● **Your objective**:
Your answer should repeat every line of the records below in which the word "nowrap" appears.

===

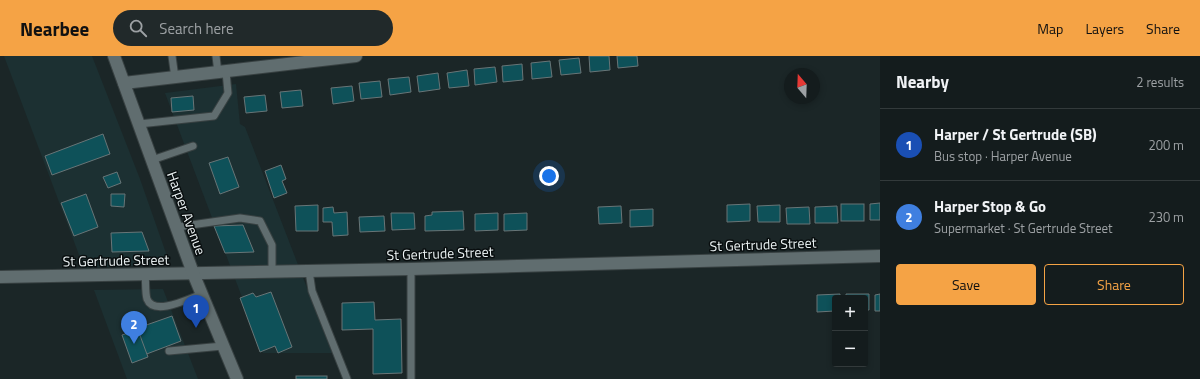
<!DOCTYPE html>
<meta charset="utf-8">
<style>
:root{--surface:#141c1d;--page:#21292a;--text:#f1f3f6;--muted:#9da1a4;--line:#333a3b;--accent:#f5a345}
body{margin:0;font-family:"Titillium Web",sans-serif;background:var(--page);color:var(--text)}
.controls{position:absolute;right:12px;bottom:12px;display:grid;overflow:hidden;border-radius:4px;box-shadow:0 2px 6px #0003}
.controls button{width:36px;height:36px;display:grid;place-items:center;padding:0;border:0;border-bottom:1px solid var(--line);background:var(--surface);color:var(--text);font:20px sans-serif}
.compass{position:absolute;left:784px;top:12px;width:36px;height:36px;border-radius:50%;background:var(--surface);box-shadow:0 2px 6px #0003;rotate:341deg}
.you{position:absolute;left:549px;top:120px;width:14px;height:14px;margin:-10px;border:3px solid #fff;border-radius:50%;background:#1a73e8;box-shadow:0 0 0 6px #1a73e833}
.badge{display:grid;place-items:center;width:26px;height:26px;border-radius:50%;background:var(--accent);color:#fff;font-size:13px;font-weight:700}
.pin{position:absolute;translate:-50% -33px;filter:drop-shadow(0 1px 2px #0008)}
.pin::after{content:'';position:absolute;top:21px;width:14px;height:12px;background:inherit;clip-path:polygon(0 0,100% 0,50% 100%)}
.list{margin:0;padding:0;list-style:none}
h2{display:flex;justify-content:space-between;align-items:center;height:52px;margin:0;padding:0 16px;font-size:17px}
h2 small{font-size:13px;font-weight:400;color:var(--muted)}
.list li{display:grid;grid-template-columns:26px 1fr auto;gap:12px;align-items:center;box-sizing:border-box;height:72px;padding:0 16px;border-top:1px solid var(--line)}
.list b{display:block;font-size:15px;white-space:nowrap}
.list p{margin:0;font-size:13px;white-space:nowrap;color:var(--muted)}
.list em{font-size:13px;font-style:normal;color:var(--muted)}
.actions{display:flex;gap:8px;padding:12px 16px}
.actions a{flex:1;padding:9px 0;border:1px solid var(--accent);border-radius:4px;text-align:center;font-size:14px;color:var(--accent)}
.actions .main{background:var(--accent);color:#111}
.icon{flex:none;width:22px;height:22px;fill:none;stroke:currentColor;stroke-width:2;stroke-linecap:round;stroke-linejoin:round}
.map{position:relative;flex:none;width:880px;height:323px;overflow:hidden}
header{display:flex;align-items:center;gap:24px;box-sizing:border-box;height:56px;padding:0 20px;background:var(--accent);color:#111}
header strong{font-size:19px}
nav{display:flex;gap:22px;margin-inline-start:auto;font-size:14px}
.search{width:280px;height:36px;background:var(--page);display:flex;align-items:center;gap:10px;box-sizing:border-box;padding:0 14px;border-radius:22px;color:var(--muted);font-size:15px}
main{display:flex}
aside{flex:1;background:var(--surface)}
.map>svg:first-child{display:block}
.built{fill:#1c3032}
.building{fill:#0e5159;stroke:#687577}
.lines{fill:none;stroke-linecap:round;stroke-linejoin:round}
.service-casing{stroke:#384142;stroke-width:9}
.minor-casing{stroke:#384142;stroke-width:14}
.secondary-casing{stroke:#384142;stroke-width:14}
.service{stroke:#606d6f;stroke-width:7}
.minor{stroke:#606d6f;stroke-width:12}
.secondary{stroke:#606d6f;stroke-width:12}
.labels{text-anchor:middle;dominant-baseline:central;stroke-width:3;stroke-linejoin:round;paint-order:stroke}
.street-label{font-size:14px;fill:#ecf3f4;stroke:#090e0f}
</style>
<header>
<strong>Nearbee</strong>
<div class="search"><svg class="icon" aria-label="search" viewBox="0 0 24 24"><circle cx="10" cy="10" r="6"/><path d="M15 15l6 6"/></svg>Search here</div>
<nav><a>Map</a><a>Layers</a><a>Share</a></nav>
</header>
<main>
<div class="map">
<svg width="880" height="323" viewBox="0 0 880 323">
<rect width="100%" height="100%" fill="#1b2627"/>
<g class="built">
<polygon points="4,0 92,0 140,123 167,200 164,204 157,209 84,212"/>
<polygon points="236,28 240,68 245,71 332,297 263,297 165,37"/>
<polygon points="163,233 198,323 127,323 94,234"/>
</g>
<g class="building">
<polygon points="589,0 609,0 610,14 590,16"/>
<polygon points="617,0 637,0 638,10 618,12"/>
<polygon points="579,2 581,17 561,19 559,4"/>
<polygon points="550,5 552,21 532,23 531,7"/>
<polygon points="522,8 523,24 503,26 502,10"/>
<polygon points="495,11 497,26 475,29 474,13"/>
<polygon points="467,14 469,30 449,32 447,17"/>
<polygon points="438,17 440,33 419,36 417,20"/>
<polygon points="409,21 411,36 390,39 388,23"/>
<polygon points="380,25 382,41 361,43 359,27"/>
<polygon points="352,30 354,45 333,48 331,32"/>
<polygon points="301,34 303,50 282,52 280,36"/>
<polygon points="265,39 267,55 246,57 244,41"/>
<polygon points="193,40 194,54 172,56 171,42"/>
<polygon points="103,78 110,98 52,119 45,100"/>
<polygon points="228,101 239,131 220,138 209,107"/>
<polygon points="281,109 286,123 282,125 287,137 274,142 265,115"/>
<polygon points="117,116 121,127 108,132 103,121"/>
<polygon points="86,138 98,171 74,180 61,147"/>
<polygon points="111,138 125,138 124,151 111,150"/>
<polygon points="880,147 880,164 870,164 870,148"/>
<polygon points="750,148 750,165 727,166 727,149"/>
<rect x="841" y="148" width="23" height="17"/>
<polygon points="318,149 318,175 296,175 295,150"/>
<polygon points="780,149 780,166 758,166 757,150"/>
<polygon points="621,150 622,167 599,168 598,151"/>
<polygon points="837,150 838,167 815,167 815,151"/>
<polygon points="333,151 334,157 347,156 348,179 333,180 332,166 323,166 323,152"/>
<polygon points="809,151 810,168 787,168 786,152"/>
<polygon points="653,153 653,170 630,171 630,154"/>
<polygon points="463,155 464,174 425,175 425,160 432,159 432,156"/>
<polygon points="391,157 414,157 415,173 392,174"/>
<polygon points="498,157 498,174 475,175 475,158"/>
<polygon points="527,157 527,174 504,175 504,158"/>
<polygon points="384,160 385,175 360,176 359,161"/>
<polygon points="243,169 254,196 225,197 214,170"/>
<polygon points="142,176 149,195 112,196 111,177"/>
<polygon points="271,236 292,291 278,297 275,290 260,296 240,242 253,237 256,241"/>
<polygon points="840,238 840,242 835,242 835,255 817,256 817,239"/>
<polygon points="846,238 869,238 869,254 865,254 865,242 846,242"/>
<polygon points="880,238 880,255 875,255 875,239"/>
<polygon points="374,246 375,264 401,263 402,317 373,318 373,273 342,274 342,247"/>
<polygon points="172,260 181,285 144,299 135,273"/>
<polygon points="138,274 148,301 132,307 122,279"/>
<rect x="296" y="320" width="31" height="3"/>
</g>
<g class="lines">
<g class="service-casing">
<g id="service">
<polyline points="172,0 175,22"/>
<polyline points="216,0 218,17"/>
<polyline points="139,68 214,60 228,37 226,16"/>
<polyline points="152,104 193,90"/>
<polyline points="177,171 240,162 260,165 272,189 272,215"/>
<polyline points="411,213 411,323"/>
<polyline points="309,215 312,235 347,323"/>
<path d="M145 218C146 226 145 236 147 243 154 261 190 242 202 238"/>
<polyline points="169,295 223,290"/>
</g>
</g>
<g class="minor-casing">
<g id="minor">
<polyline points="124,27 356,0"/>
<polyline points="0,221 411,213 880,200"/>
</g>
</g>
<g class="secondary-casing">
<polyline id="secondary" points="114,0 193,217 237,323"/>
</g>
<use href="#service" class="service"/>
<use href="#minor" class="minor"/>
<use href="#secondary" class="secondary"/>
</g>
<g class="labels">
<g class="street-label">
<text transform="translate(187 157) rotate(70)">Harper Avenue</text>
<text transform="translate(763 188) rotate(-2)">St Gertrude Street</text>
<text transform="translate(440 197) rotate(-2)">St Gertrude Street</text>
<text transform="translate(116 204) rotate(-1)">St Gertrude Street</text>
</g>
</g>
</svg>
<div class="controls">
<button>+</button>
<button>−</button>
</div>
<svg class="compass" viewBox="-18 -18 36 36"><path d="M0-13l5 13h-10z" fill="#e53935"/><path d="M0 13l5-13h-10z" fill="#9da1a4"/></svg>
<div class="you"></div>
<div class="pin badge" style="left:196px;top:272px;background:#1a4fb4">1</div>
<div class="pin badge" style="left:134px;top:288px;background:#3f7fe0">2</div>
</div>
<aside>
<h2>Nearby<small>2 results</small></h2>
<ul class="list">
<li><span class="badge" style="background:#1a4fb4">1</span><div><b>Harper / St Gertrude (SB)</b><p>Bus stop · Harper Avenue</p></div><em>200 m</em></li>
<li><span class="badge" style="background:#3f7fe0">2</span><div><b>Harper Stop &amp; Go</b><p>Supermarket · St Gertrude Street</p></div><em>230 m</em></li>
</ul>
<div class="actions"><a class="main">Save</a><a>Share</a></div>
</aside>
</main>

===

● **Written reply**:
.list b{display:block;font-size:15px;white-space:nowrap}
.list p{margin:0;font-size:13px;white-space:nowrap;color:var(--muted)}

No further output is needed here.